松戸隆政市長は8月22日、市議会で庁舎移転の白紙撤回を正式に表明。これまでの経緯を振り返ると、前市長時代には既に移転先の土地まで購入していただけに、大きな政策転換といえるでしょう。
前市長時代に決まっていた移転計画
振り返ってみると、前市長時代の昨年9月26日には市議会で補正予算が可決され、同月30日には松戸市岩瀬字相模台の国有地(約8,745平方メートル)を33億5千万円で購入する売買契約まで結んでいました。
当時は移転計画が既定路線として着実に進んでいたのです。
関連リンク:松戸市役所の移転計画が決まる、9/26(木)の市議会にて補正予算が可決、土地の売買契約が締結
しかし今年6月の市長選で、移転計画の見直しを公約に掲げた松戸市長が初当選。
選挙戦では「市民への説明が足りない」「建設コストが膨らみすぎている」「現地での建て替えを望む声も多い」「移転先周辺の渋滞が心配」といった理由から、計画の抜本的な見直しを訴えていました。
専門家による客観的な再検証
新たに設置される検討チームの特徴は、利害関係のない外部専門家で構成される点です。
建築や都市計画の大学教授、シンクタンクの研究員、政策投資銀行の担当者、経済アナリスト、国交省の研究職員などが参加予定で、条例に基づく正式な審議会ではなく、懇談会形式で運営されます。
検討内容は移転案と現地建て替え案の徹底比較。建設費用、工事期間、市民の利便性など多角的に分析し、年度内には結論を出してもらう予定です。
市民からの意見聴取も並行して行い、最終的には市議会との協議を経て建設場所を決定する流れになっています。
緊急課題となった仮庁舎への移転
一方で待ったなしの課題となっているのが、耐震性に問題がある現庁舎からの退避です。
本館(約3,683平方メートル)と新館(約11,894平方メートル)の機能を、令和9年3月末までに松戸駅周辺の民間ビルに移さなければなりません。
候補となっているのは松戸ビルヂングの事務所棟と商業棟、都市綜合開発第3ビルなど。市民サービスの窓口はできるだけ一箇所に集約し、関連部署も近くに配置して利便性の低下を防ぐ方針です。

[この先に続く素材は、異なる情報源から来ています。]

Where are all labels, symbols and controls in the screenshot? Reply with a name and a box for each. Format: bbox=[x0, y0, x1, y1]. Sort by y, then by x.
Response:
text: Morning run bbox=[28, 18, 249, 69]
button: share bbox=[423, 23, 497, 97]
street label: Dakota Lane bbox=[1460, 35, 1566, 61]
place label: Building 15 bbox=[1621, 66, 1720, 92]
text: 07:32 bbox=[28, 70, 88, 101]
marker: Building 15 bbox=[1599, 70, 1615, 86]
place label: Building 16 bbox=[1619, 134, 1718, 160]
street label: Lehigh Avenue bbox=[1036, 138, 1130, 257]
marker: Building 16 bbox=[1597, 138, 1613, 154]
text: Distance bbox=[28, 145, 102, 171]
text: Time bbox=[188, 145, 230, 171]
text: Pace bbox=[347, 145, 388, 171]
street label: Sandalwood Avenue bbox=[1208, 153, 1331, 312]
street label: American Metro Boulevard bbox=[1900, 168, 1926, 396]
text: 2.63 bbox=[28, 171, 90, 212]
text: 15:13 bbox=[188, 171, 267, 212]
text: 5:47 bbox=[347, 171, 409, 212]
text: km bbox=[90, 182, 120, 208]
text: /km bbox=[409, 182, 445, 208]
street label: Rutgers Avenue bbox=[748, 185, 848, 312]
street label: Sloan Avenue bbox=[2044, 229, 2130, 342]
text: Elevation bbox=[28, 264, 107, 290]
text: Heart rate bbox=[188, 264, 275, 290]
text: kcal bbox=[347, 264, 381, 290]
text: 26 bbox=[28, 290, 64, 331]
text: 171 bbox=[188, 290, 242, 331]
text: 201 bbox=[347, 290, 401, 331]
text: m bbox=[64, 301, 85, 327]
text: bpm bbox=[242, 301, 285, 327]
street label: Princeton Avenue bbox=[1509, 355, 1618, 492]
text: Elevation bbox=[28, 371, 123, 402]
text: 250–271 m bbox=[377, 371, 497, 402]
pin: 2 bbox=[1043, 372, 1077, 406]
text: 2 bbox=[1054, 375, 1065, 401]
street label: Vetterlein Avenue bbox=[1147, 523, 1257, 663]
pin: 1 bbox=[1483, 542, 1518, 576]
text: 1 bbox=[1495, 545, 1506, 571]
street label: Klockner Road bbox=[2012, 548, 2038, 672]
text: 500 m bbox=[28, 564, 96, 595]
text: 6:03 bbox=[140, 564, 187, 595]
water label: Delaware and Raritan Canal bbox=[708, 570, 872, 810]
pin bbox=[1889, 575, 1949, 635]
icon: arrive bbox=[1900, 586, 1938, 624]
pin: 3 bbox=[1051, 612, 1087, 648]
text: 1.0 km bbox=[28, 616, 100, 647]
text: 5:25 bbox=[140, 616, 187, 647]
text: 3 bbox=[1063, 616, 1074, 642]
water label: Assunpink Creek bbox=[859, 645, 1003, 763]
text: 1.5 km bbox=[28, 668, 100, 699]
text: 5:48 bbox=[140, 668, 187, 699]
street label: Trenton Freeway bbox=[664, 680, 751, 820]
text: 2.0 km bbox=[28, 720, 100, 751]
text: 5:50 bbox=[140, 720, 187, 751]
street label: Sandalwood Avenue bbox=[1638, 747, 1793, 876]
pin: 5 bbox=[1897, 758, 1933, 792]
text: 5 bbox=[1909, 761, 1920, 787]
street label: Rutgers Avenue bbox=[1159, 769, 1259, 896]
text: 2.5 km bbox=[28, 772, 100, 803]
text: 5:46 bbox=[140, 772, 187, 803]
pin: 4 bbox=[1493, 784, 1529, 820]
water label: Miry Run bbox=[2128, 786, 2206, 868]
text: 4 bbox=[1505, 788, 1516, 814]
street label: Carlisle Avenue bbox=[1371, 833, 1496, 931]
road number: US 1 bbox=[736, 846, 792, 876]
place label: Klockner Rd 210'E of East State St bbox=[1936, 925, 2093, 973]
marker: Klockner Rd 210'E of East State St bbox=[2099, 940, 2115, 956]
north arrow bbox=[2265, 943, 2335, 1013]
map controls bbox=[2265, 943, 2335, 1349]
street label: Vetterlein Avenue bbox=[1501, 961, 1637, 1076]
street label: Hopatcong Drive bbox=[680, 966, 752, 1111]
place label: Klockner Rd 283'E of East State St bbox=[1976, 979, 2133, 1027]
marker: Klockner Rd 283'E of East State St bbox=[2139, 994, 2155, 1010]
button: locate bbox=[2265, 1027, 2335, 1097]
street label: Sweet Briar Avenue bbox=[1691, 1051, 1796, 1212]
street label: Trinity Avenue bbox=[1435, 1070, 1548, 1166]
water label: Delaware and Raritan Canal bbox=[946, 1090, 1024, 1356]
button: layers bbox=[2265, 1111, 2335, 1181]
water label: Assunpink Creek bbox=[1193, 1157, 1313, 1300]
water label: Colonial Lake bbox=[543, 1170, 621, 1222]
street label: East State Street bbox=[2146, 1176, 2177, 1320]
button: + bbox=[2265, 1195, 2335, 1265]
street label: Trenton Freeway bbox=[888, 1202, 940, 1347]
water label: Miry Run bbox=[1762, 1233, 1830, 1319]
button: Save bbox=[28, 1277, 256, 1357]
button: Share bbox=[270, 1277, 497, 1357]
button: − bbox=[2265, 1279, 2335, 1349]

ただし賃料や改修費用など新たなコストも発生するため、財政面での検討も欠かせません。
市民参加を重視した進め方に
今回の方針転換で最も注目されるのは、市民への情報提供と意見聴取を重視する姿勢です。前市長時代の進め方に対する反省から、プロセスの透明性を高めることを重視しています。
「市民や議員に分かりやすい形で情報を提供し、意見を聞きながら進める」という市長の発言からも、従来とは異なるアプローチを目指していることがうかがえます。
課題山積の船出
とはいえ、課題も山積しています。既に購入した33億円の土地をどう活用するのか、仮庁舎移転に伴う追加コストはどの程度になるのか、新庁舎の完成時期はさらに遅れるのか。課題は決して少なくありません。
また、専門家チームの検討結果と市民意見が食い違った場合の判断基準や、年度内という短期間での結論導出が現実的かどうかも注目ポイントです。
市民にとって本当に使いやすい庁舎はどこにあるべきなのか。松戸市政の大きな分岐点となる今回の決定プロセスから、しばらく目が離せそうにありません。